* _Task goal_
Take from the data every line in which the word "slow" is found.

* _Data for review_
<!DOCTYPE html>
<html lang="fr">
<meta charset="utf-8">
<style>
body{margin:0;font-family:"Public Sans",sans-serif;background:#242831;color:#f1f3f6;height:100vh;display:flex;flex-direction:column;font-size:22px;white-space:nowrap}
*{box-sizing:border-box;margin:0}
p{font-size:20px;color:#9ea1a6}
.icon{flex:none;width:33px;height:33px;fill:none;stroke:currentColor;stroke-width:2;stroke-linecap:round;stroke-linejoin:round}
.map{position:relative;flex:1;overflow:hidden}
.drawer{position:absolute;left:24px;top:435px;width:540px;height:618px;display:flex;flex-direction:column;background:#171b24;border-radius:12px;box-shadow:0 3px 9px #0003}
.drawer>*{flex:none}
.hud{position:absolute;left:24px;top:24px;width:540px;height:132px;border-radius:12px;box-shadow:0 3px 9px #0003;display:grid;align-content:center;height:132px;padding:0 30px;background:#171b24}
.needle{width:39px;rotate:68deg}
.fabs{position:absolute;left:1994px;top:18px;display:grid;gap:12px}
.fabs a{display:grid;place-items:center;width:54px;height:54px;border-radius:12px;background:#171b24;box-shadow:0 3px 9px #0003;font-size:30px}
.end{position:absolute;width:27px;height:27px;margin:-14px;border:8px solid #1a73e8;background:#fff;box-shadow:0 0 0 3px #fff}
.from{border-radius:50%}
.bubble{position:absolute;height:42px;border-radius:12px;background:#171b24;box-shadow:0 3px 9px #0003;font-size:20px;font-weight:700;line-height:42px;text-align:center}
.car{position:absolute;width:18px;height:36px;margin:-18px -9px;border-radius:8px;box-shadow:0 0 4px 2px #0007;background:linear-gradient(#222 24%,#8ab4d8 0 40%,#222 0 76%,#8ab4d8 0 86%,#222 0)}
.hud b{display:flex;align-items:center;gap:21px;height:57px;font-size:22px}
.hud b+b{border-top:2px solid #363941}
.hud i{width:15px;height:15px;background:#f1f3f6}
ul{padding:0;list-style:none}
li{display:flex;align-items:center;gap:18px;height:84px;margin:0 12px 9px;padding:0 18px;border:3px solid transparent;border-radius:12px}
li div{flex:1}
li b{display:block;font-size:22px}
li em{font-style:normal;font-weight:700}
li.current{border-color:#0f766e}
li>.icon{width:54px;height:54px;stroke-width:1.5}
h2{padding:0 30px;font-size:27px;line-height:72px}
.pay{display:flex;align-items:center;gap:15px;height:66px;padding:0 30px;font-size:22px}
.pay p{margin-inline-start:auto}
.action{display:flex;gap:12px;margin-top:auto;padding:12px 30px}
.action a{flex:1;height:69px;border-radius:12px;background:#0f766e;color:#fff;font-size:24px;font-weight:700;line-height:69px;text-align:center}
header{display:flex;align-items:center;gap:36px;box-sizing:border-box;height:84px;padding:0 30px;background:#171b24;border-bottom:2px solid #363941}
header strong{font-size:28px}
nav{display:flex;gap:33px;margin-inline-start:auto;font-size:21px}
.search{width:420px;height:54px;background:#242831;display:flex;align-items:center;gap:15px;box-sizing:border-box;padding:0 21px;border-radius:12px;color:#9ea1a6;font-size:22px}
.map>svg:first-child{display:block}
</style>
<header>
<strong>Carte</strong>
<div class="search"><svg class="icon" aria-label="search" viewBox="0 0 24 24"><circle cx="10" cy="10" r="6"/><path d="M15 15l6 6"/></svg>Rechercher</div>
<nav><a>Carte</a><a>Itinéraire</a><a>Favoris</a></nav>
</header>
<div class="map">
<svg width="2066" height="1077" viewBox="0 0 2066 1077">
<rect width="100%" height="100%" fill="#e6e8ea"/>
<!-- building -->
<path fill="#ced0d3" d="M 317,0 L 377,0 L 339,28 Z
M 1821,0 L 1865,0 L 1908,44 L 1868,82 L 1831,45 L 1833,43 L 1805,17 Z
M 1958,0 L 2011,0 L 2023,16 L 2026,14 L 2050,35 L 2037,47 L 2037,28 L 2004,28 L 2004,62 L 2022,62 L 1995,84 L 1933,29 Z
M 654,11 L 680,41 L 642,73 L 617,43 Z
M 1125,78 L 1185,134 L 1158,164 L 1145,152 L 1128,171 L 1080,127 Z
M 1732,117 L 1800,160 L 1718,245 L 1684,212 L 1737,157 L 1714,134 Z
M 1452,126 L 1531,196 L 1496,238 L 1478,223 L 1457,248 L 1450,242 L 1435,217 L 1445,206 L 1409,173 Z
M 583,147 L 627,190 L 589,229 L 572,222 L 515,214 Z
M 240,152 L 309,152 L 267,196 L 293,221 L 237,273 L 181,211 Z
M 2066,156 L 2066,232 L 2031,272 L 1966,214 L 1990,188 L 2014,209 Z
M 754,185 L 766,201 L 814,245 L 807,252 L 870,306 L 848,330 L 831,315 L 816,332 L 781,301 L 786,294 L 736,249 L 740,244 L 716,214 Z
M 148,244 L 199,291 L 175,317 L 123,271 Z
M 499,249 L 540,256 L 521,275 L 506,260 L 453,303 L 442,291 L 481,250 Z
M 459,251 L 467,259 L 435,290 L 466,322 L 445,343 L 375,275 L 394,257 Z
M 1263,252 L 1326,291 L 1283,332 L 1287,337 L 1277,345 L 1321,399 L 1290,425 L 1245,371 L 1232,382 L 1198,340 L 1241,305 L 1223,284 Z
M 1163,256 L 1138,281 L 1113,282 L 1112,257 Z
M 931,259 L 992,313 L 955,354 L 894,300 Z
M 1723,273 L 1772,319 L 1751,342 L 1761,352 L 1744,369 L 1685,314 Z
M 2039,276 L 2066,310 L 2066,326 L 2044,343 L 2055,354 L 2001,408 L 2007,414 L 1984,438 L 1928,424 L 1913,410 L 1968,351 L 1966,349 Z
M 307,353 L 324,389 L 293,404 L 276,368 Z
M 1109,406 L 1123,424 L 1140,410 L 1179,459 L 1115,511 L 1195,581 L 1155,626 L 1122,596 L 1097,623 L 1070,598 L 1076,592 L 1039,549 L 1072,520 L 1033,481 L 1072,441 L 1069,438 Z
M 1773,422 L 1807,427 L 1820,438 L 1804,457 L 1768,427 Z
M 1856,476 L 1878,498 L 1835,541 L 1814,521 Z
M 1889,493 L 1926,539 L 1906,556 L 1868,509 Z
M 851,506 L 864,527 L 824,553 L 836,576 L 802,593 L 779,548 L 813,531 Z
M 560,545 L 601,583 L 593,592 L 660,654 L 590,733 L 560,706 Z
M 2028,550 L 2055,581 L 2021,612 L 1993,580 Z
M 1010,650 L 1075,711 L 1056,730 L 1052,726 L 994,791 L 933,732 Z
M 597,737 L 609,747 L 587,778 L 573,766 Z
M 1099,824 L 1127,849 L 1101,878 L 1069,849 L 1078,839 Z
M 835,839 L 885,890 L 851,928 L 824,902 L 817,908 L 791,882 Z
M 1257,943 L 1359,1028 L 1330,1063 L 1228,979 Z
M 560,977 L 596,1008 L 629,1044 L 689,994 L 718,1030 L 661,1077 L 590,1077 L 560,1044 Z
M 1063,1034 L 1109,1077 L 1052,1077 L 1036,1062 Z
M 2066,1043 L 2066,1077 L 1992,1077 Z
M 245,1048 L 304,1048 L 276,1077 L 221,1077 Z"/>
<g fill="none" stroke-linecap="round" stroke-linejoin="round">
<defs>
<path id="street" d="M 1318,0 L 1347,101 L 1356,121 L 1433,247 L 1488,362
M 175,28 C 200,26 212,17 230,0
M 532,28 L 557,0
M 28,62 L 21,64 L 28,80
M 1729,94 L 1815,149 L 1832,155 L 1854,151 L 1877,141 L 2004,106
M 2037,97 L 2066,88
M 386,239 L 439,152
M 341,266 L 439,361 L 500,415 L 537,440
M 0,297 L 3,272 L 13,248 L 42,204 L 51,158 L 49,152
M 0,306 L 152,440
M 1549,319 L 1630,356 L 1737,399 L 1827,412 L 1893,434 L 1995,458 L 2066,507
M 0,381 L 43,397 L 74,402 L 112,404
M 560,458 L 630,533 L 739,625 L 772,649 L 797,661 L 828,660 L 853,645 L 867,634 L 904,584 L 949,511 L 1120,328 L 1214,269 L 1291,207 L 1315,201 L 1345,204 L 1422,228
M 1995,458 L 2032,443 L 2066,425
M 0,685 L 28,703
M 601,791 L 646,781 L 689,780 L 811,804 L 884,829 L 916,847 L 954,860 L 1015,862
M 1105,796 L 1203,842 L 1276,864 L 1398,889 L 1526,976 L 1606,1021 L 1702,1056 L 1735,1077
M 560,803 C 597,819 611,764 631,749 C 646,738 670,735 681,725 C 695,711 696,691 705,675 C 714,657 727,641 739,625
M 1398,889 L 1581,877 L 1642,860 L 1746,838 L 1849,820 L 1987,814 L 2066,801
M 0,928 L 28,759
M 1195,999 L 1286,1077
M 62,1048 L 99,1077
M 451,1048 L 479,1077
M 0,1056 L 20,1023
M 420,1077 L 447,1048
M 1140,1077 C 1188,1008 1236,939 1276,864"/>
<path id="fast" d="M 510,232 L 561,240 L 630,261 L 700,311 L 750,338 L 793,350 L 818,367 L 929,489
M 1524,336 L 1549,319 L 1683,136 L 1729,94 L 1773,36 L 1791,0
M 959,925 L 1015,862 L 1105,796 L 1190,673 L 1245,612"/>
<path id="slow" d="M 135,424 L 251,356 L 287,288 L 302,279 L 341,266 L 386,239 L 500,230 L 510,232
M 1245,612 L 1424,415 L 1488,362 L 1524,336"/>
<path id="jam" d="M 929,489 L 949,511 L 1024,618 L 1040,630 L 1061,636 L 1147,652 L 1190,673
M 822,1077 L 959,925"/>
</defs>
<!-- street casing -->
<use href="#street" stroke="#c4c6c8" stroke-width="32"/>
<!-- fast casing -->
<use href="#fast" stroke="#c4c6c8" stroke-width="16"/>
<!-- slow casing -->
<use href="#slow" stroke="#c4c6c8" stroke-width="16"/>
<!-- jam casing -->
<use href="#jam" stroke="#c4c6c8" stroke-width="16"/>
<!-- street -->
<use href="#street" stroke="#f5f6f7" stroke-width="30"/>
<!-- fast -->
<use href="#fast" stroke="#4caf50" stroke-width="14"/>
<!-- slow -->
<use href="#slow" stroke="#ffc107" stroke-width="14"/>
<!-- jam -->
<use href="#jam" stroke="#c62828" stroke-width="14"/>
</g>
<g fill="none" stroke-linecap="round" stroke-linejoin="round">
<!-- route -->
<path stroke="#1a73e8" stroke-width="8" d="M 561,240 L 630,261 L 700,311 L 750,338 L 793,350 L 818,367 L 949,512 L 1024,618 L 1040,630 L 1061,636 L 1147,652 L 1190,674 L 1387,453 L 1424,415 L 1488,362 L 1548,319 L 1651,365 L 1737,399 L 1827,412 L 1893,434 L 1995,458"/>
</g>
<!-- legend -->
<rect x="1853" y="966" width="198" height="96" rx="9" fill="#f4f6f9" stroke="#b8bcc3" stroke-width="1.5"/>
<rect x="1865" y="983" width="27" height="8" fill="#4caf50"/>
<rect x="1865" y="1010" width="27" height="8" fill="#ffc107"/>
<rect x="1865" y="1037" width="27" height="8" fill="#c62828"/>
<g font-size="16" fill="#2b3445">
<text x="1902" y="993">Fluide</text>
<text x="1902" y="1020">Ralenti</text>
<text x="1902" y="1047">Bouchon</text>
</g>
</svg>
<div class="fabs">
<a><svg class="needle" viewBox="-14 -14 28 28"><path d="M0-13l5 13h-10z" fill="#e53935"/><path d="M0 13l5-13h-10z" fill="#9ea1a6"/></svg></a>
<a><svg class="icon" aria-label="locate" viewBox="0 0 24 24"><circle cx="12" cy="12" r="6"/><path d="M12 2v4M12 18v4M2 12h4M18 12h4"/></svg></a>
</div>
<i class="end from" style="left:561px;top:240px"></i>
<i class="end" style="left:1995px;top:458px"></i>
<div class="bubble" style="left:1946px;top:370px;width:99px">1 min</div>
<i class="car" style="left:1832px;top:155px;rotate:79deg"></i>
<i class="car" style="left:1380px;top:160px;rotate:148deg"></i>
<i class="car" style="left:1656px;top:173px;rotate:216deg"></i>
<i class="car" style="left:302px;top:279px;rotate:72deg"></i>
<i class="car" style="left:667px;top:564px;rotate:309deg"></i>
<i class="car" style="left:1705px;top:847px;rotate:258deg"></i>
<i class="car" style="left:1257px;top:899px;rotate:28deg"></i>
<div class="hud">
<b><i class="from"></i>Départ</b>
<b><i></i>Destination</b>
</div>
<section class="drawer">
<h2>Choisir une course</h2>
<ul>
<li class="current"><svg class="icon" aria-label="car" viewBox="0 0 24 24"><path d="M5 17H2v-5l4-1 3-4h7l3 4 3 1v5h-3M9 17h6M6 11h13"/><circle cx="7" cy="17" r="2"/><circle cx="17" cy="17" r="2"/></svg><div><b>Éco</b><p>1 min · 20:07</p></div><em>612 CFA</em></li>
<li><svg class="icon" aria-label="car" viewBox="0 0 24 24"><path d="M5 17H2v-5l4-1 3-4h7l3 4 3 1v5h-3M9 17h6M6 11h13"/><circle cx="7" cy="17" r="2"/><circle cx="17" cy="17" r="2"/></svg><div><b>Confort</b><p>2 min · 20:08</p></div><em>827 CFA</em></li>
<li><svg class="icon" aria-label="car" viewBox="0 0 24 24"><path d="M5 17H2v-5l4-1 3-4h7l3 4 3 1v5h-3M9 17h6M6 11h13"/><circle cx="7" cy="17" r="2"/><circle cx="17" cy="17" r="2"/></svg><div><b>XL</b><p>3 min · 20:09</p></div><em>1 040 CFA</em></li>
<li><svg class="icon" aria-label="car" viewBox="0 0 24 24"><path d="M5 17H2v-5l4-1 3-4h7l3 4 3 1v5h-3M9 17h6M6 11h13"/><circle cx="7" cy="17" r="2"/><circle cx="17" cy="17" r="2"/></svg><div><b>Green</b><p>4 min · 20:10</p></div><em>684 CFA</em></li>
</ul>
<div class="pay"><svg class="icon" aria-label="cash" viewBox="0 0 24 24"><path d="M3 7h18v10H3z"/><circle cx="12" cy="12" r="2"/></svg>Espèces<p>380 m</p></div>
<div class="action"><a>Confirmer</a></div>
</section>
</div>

* _Task response_
<path id="slow" d="M 135,424 L 251,356 L 287,288 L 302,279 L 341,266 L 386,239 L 500,230 L 510,232
<!-- slow casing -->
<use href="#slow" stroke="#c4c6c8" stroke-width="16"/>
<!-- slow -->
<use href="#slow" stroke="#ffc107" stroke-width="14"/>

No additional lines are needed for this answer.